#### What you should do
When you reproduce the entries below, keep each one exact and drop any pictures.

>>>>>

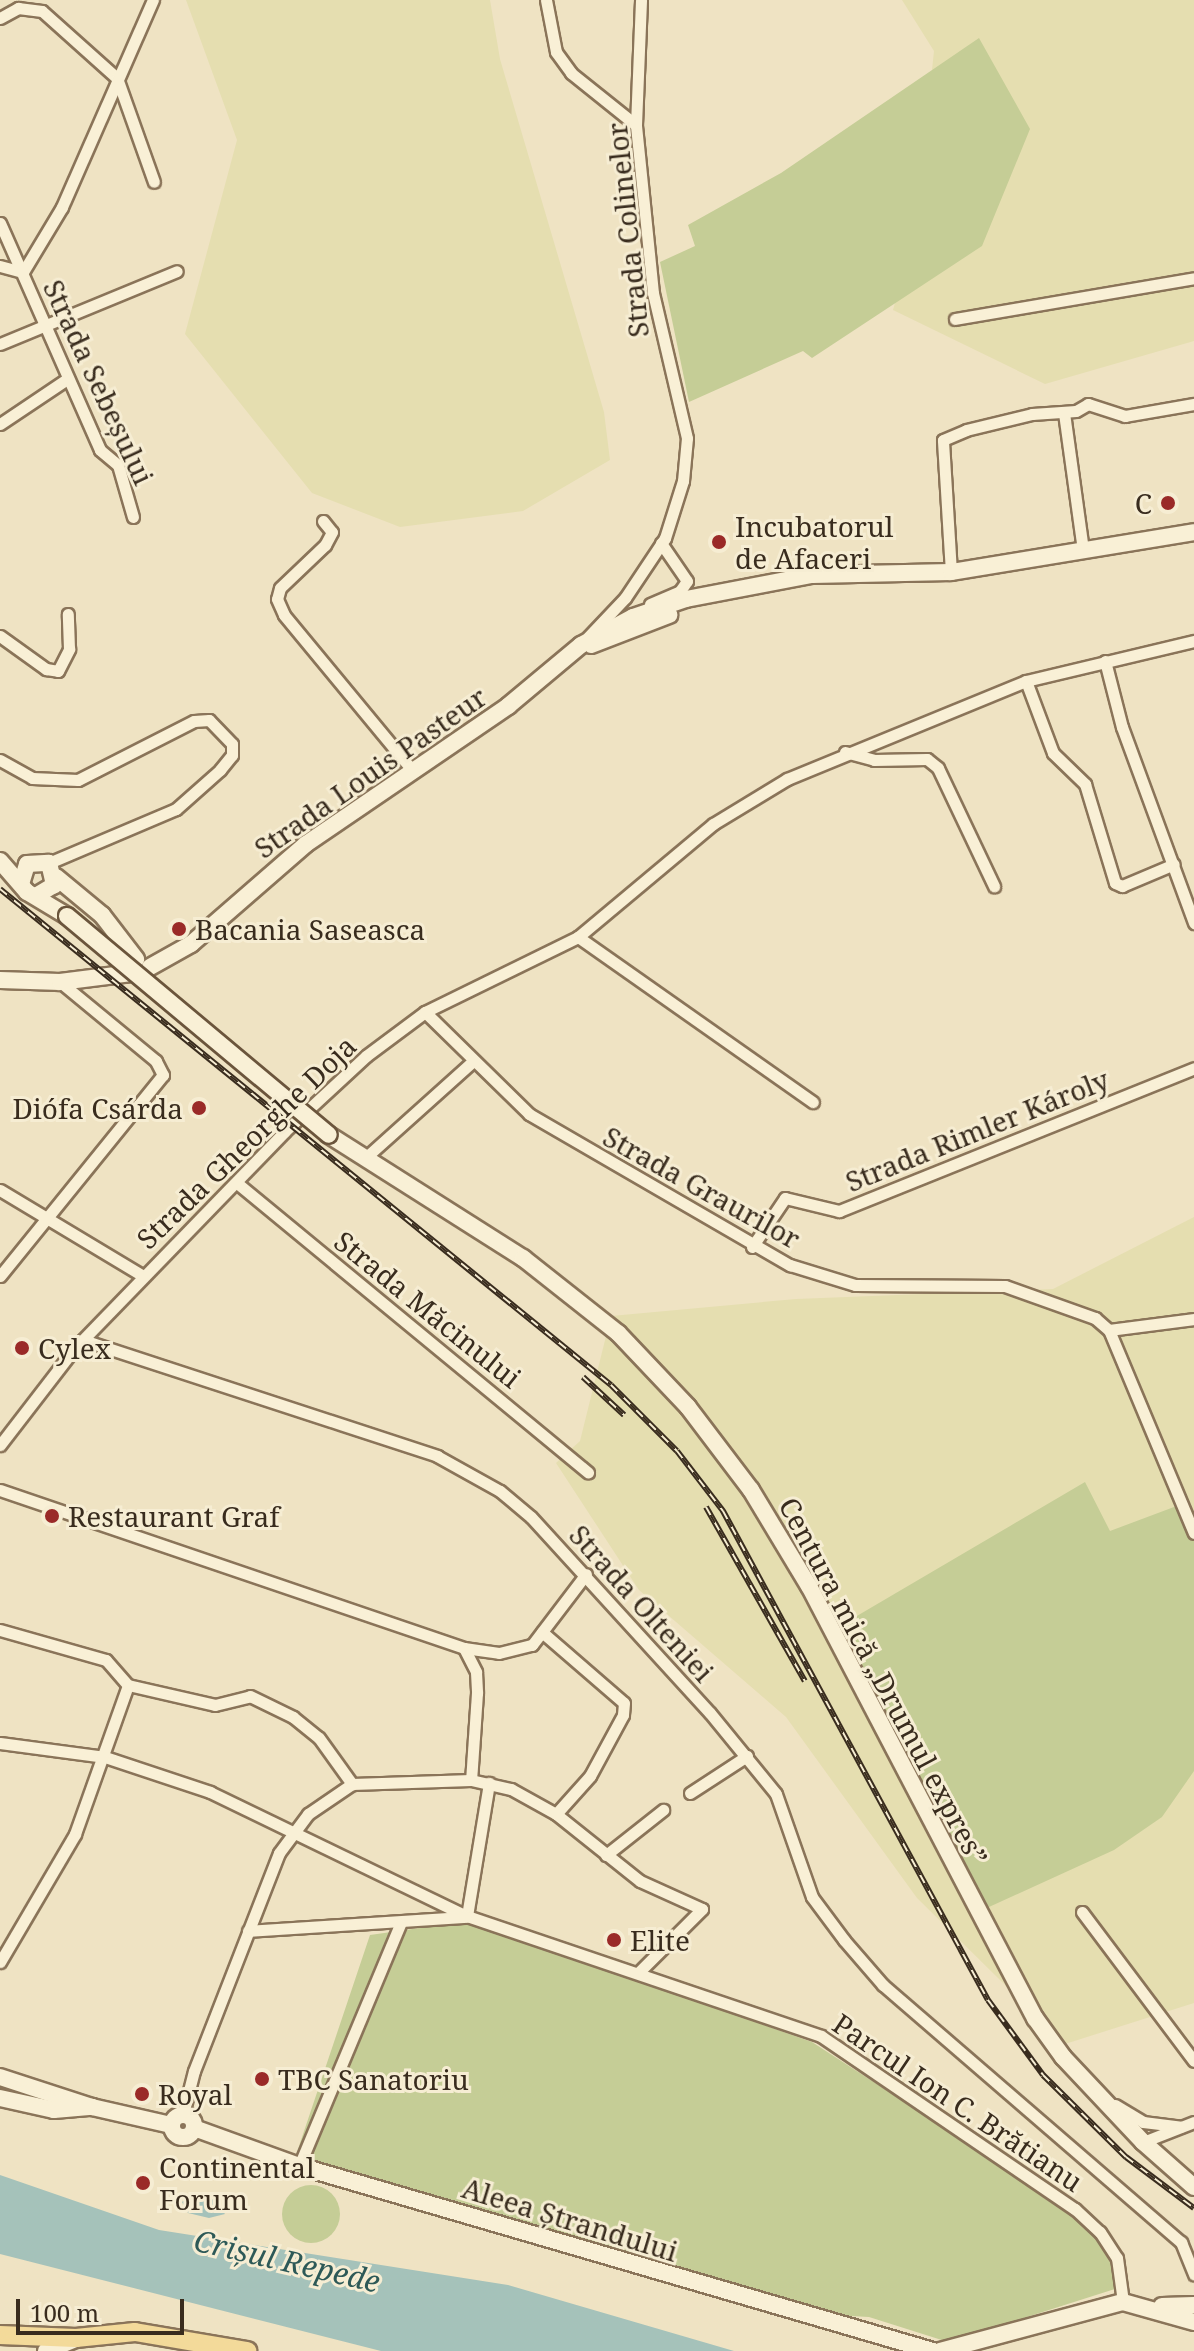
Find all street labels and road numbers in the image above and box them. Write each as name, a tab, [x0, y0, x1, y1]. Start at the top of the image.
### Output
street label: Strada Colinelor	[599, 121, 655, 339]
street label: Strada Sebeșului	[37, 274, 161, 490]
street label: Strada Louis Pasteur	[248, 679, 492, 865]
street label: Strada Gheorghe Doja	[129, 1029, 363, 1255]
street label: Strada Rimler Károly	[841, 1062, 1113, 1198]
street label: Strada Graurilor	[598, 1119, 806, 1255]
street label: Strada Măcinului	[328, 1224, 528, 1394]
street label: Centura mică „Drumul expres”	[773, 1491, 995, 1871]
street label: Strada Olteniei	[563, 1518, 721, 1688]
street label: Parcul Ion C. Brătianu	[827, 2006, 1089, 2198]
street label: Aleea Ștrandului	[458, 2170, 682, 2268]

<<<<<

#### Output for this exercise
Find all street labels and road numbers in the image above and box them. Write each as name, a tab, [x0, y0, x1, y1]. Start at the top of the image.
### Output
street label: Strada Colinelor	[599, 121, 655, 339]
street label: Strada Sebeșului	[37, 274, 161, 490]
street label: Strada Louis Pasteur	[248, 679, 492, 865]
street label: Strada Gheorghe Doja	[129, 1029, 363, 1255]
street label: Strada Rimler Károly	[841, 1062, 1113, 1198]
street label: Strada Graurilor	[598, 1119, 806, 1255]
street label: Strada Măcinului	[328, 1224, 528, 1394]
street label: Centura mică „Drumul expres”	[773, 1491, 995, 1871]
street label: Strada Olteniei	[563, 1518, 721, 1688]
street label: Parcul Ion C. Brătianu	[827, 2006, 1089, 2198]
street label: Aleea Ștrandului	[458, 2170, 682, 2268]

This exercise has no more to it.